ゴーヤにはビタミンCが100gあたり76mg含まれています。これはビタミンCが豊富といわれ100gあたり69mg含まれるキウィよりも多いのです。ビタミンCは白ゴーヤの方が多いと考えられるので、これよりも高い数値のビタミンCが含まれているでしょう。

しかもビタミンCは通常、熱で弱いのですが、ゴーヤに含まれるビタミンCは、加熱にも強いといわれています。
ビタミンCといえば風邪の予防や疲労回復に効果があります。またシミやシワを改善し、肌にはりをあえ美肌効果も期待できます。

白ゴーヤに含まれるカリウム

ゴーヤにはカリウムが豊富に含まれているので、白ゴーヤにはそれ以上のカリウムが含まれていると考えていいでしょう。

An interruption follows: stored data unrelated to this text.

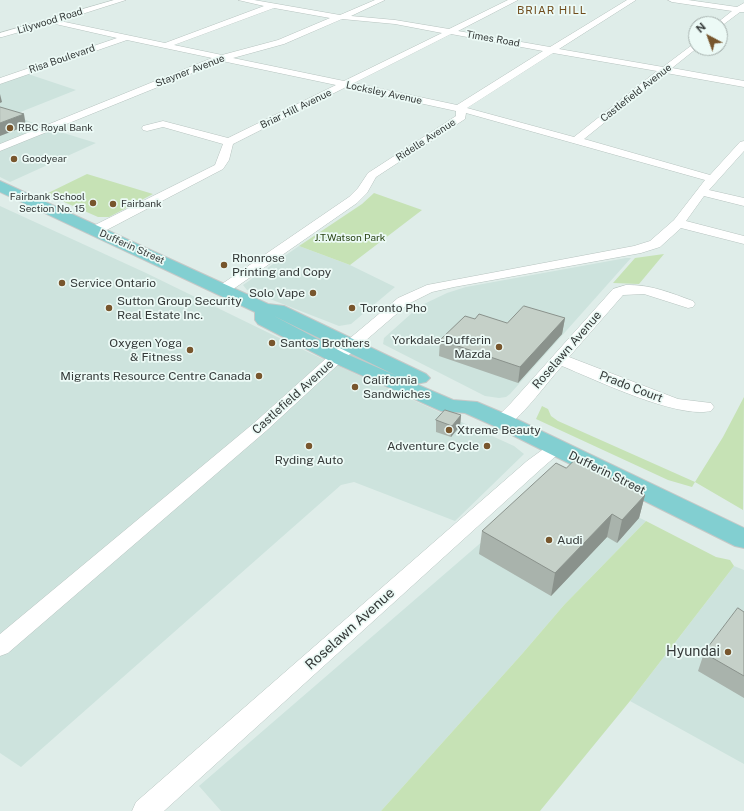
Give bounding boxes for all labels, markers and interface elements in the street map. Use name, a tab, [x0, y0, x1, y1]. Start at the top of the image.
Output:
district label: BRIAR HILL	[517, 4, 587, 18]
street label: Lilywood Road	[16, 5, 84, 37]
north arrow	[688, 16, 728, 56]
text: N	[694, 20, 708, 35]
street label: Times Road	[465, 28, 521, 50]
street label: Risa Boulevard	[27, 42, 97, 76]
street label: Stayner Avenue	[154, 52, 226, 90]
street label: Castlefield Avenue	[598, 62, 674, 124]
street label: Locksley Avenue	[345, 79, 423, 107]
street label: Briar Hill Avenue	[258, 87, 334, 131]
street label: Ridelle Avenue	[394, 116, 458, 164]
place label: RBC Royal Bank	[18, 122, 93, 134]
marker: RBC Royal Bank	[5, 123, 15, 133]
place label: Goodyear	[22, 153, 67, 165]
marker: Goodyear	[9, 154, 19, 164]
place label: Fairbank School Section No. 15	[10, 191, 85, 214]
marker: Fairbank School Section No. 15	[88, 198, 98, 208]
place label: Fairbank	[121, 198, 162, 210]
marker: Fairbank	[108, 199, 118, 209]
street label: Dufferin Street	[98, 227, 166, 267]
park label: J.T.Watson Park	[315, 232, 385, 244]
place label: Rhonrose Printing and Copy	[232, 251, 331, 279]
marker: Rhonrose Printing and Copy	[219, 260, 229, 270]
place label: Service Ontario	[70, 276, 156, 290]
marker: Service Ontario	[57, 278, 67, 288]
place label: Solo Vape	[249, 286, 305, 300]
marker: Solo Vape	[308, 288, 318, 298]
place label: Sutton Group Security Real Estate Inc.	[117, 294, 242, 322]
place label: Toronto Pho	[360, 301, 427, 315]
marker: Sutton Group Security Real Estate Inc.	[104, 303, 114, 313]
marker: Toronto Pho	[347, 303, 357, 313]
street label: Roselawn Avenue	[529, 308, 605, 392]
place label: Yorkdale-Dufferin Mazda	[392, 333, 491, 361]
place label: Oxygen Yoga & Fitness	[109, 336, 182, 364]
place label: Santos Brothers	[280, 336, 370, 350]
marker: Santos Brothers	[267, 338, 277, 348]
marker: Yorkdale-Dufferin Mazda	[494, 342, 504, 352]
marker: Oxygen Yoga & Fitness	[185, 345, 195, 355]
street label: Castlefield Avenue	[249, 357, 337, 437]
street label: Prado Court	[597, 368, 665, 406]
place label: Migrants Resource Centre Canada	[60, 369, 251, 383]
marker: Migrants Resource Centre Canada	[254, 371, 264, 381]
place label: California Sandwiches	[363, 373, 430, 401]
marker: California Sandwiches	[350, 382, 360, 392]
place label: Xtreme Beauty	[457, 423, 541, 437]
marker: Xtreme Beauty	[444, 425, 454, 435]
place label: Adventure Cycle	[387, 439, 479, 453]
marker: Ryding Auto	[304, 441, 314, 451]
marker: Adventure Cycle	[482, 441, 492, 451]
street label: Dufferin Street	[566, 448, 648, 498]
place label: Ryding Auto	[275, 453, 343, 467]
place label: Audi	[557, 533, 583, 547]
marker: Audi	[544, 535, 554, 545]
street label: Roselawn Avenue	[302, 585, 398, 673]
place label: Hyundai	[666, 644, 720, 660]
marker: Hyundai	[723, 647, 733, 657]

カリウムにはむくみの原因になるナトリウムを排泄する働きがあり、むくみの解消に効果があります。またナトリウムを排泄することで、血圧の急激な上昇をお抑える効果もあります

白ゴーヤに含まれるモモルデシン

ゴーヤの苦味はモモルデシンという成分です。胃酸の分泌を促して、食欲を増進させる効果があります。ゴーヤが夏バテに効くといわれているのは、モモルデシンの効果によるもの。

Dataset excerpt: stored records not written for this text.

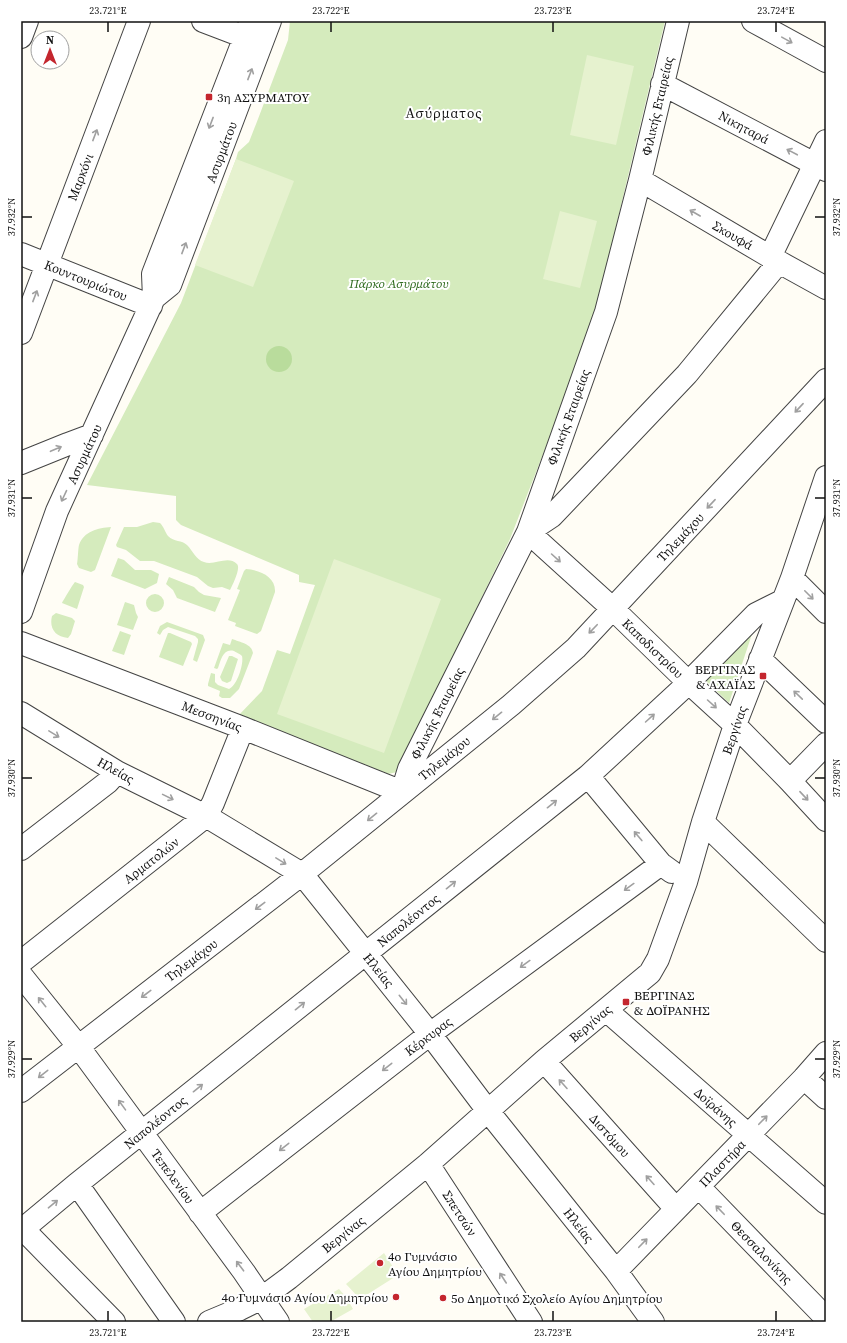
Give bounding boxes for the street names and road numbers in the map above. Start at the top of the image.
street label: Φιλικής Εταιρείας [638,55,677,157]
street label: Νικηταρά [716,107,772,148]
street label: Ασυρμάτου [202,119,241,185]
street label: Μαρκόνι [64,151,97,203]
street label: Σκουφά [710,217,756,254]
street label: Κουντουριώτου [42,256,130,305]
street label: Φιλικής Εταιρείας [543,367,594,468]
street label: Ασυρμάτου [63,421,106,487]
street label: Τηλεμάχου [653,509,708,566]
street label: Καποδιστρίου [618,615,687,682]
street label: Φιλικής Εταιρείας [407,664,468,762]
street label: Μεσσηνίας [179,697,244,736]
street label: Βεργίνας [718,703,751,757]
street label: Τηλεμάχου [415,732,474,784]
street label: Ηλείας [94,753,137,788]
street label: Αρματολών [120,833,183,887]
street label: Ναπολέοντος [373,890,443,951]
street label: Τηλεμάχου [162,935,221,986]
street label: Ηλείας [359,950,398,991]
street label: Βεργίνας [566,1001,615,1046]
street label: Κέρκυρας [401,1013,456,1060]
street label: Δοϊράνης [691,1084,741,1131]
street label: Ναπολέοντος [120,1092,190,1153]
street label: Διστόμου [586,1110,634,1161]
street label: Πλαστήρα [695,1136,749,1191]
street label: Τεπελενίου [147,1146,198,1207]
street label: Σπετσών [439,1187,481,1239]
street label: Ηλείας [560,1204,598,1246]
street label: Βεργίνας [318,1212,368,1257]
street label: Θεσσαλονίκης [727,1217,796,1288]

このほかにも、血圧や血糖値の急激な上昇を抑え、コレステロールを低下させる働きがあることも認められています。ただし白ゴーヤは緑のゴーヤに比べて苦味が少ないので、モモルデシンの含まれる量は少ないと考えられます。またモモルデシンは摂りすぎると胃に負担がかかるので、食べ過ぎないように気をつけましょう。

白ゴーヤの美味しい食べ方

ジューシーでほどよい苦味の白ゴーヤを美味しく食べるには、やはり生のまま食べることをおすすめします。食べ方は縦に割って種と綿をとって、包丁でスライスするだけですが、小さなお子さんや苦味が苦手な人がいるときは、塩揉みしてから使った方がいいでしょう。

サラダやおひたし

しゃきしゃきした触感とほどよい苦味が美味しい白ゴーヤのサラダ。白ゴーヤを薄くスライスしてマヨネーズであえれば完成です。マヨネーズの酸味と白ゴーヤのほどよい苦味がよく合います。おかかと醤油をかけて、おひたしにしても美味しいですね。

ピクルス

白ゴーヤの「白」をいかした料理。甘酸っぱいピクルス液とはゴーヤの苦味は相性がいいので、白ゴーヤを使えば、さらに見た目も美しくなります。

ジュース

台湾では白ゴーヤのフレッシュジュースが流行っているそうです。白ゴーヤの栄養価に注目した女性を中心に人気だとか。パイナップルやレモンを加えてあるので、苦味は感じるもののなかなか美味しいと評判です。

まとめ

緑のゴーヤに比べて苦味が少なく、調理によって見た目も変化しない白ゴーヤ。栄養価は緑のゴーヤとほぼ同じと考えられますが、ビタミンCとカリウムは緑のゴーヤより豊富に含まれているとのことです。

ジューシーでほどよい苦味の白ゴーヤは、栄養面でも優れている生で食べられる新しい食材として、今後さらに注目を集めるでしょう。

サラダやおひたし、ピクルス、ジュースにしても美味しい白ゴーヤ。もちろん緑のゴーヤと同じように油で炒めたり、天ぷらにしたり、火を通しても美味しく食べられるレシピの幅を広げてくれる心強い食材です。

今は通販や家庭菜園でしか手に入りませんが、そのうちスーパーにもさまざまな種類の白ゴーヤが並びそうですね。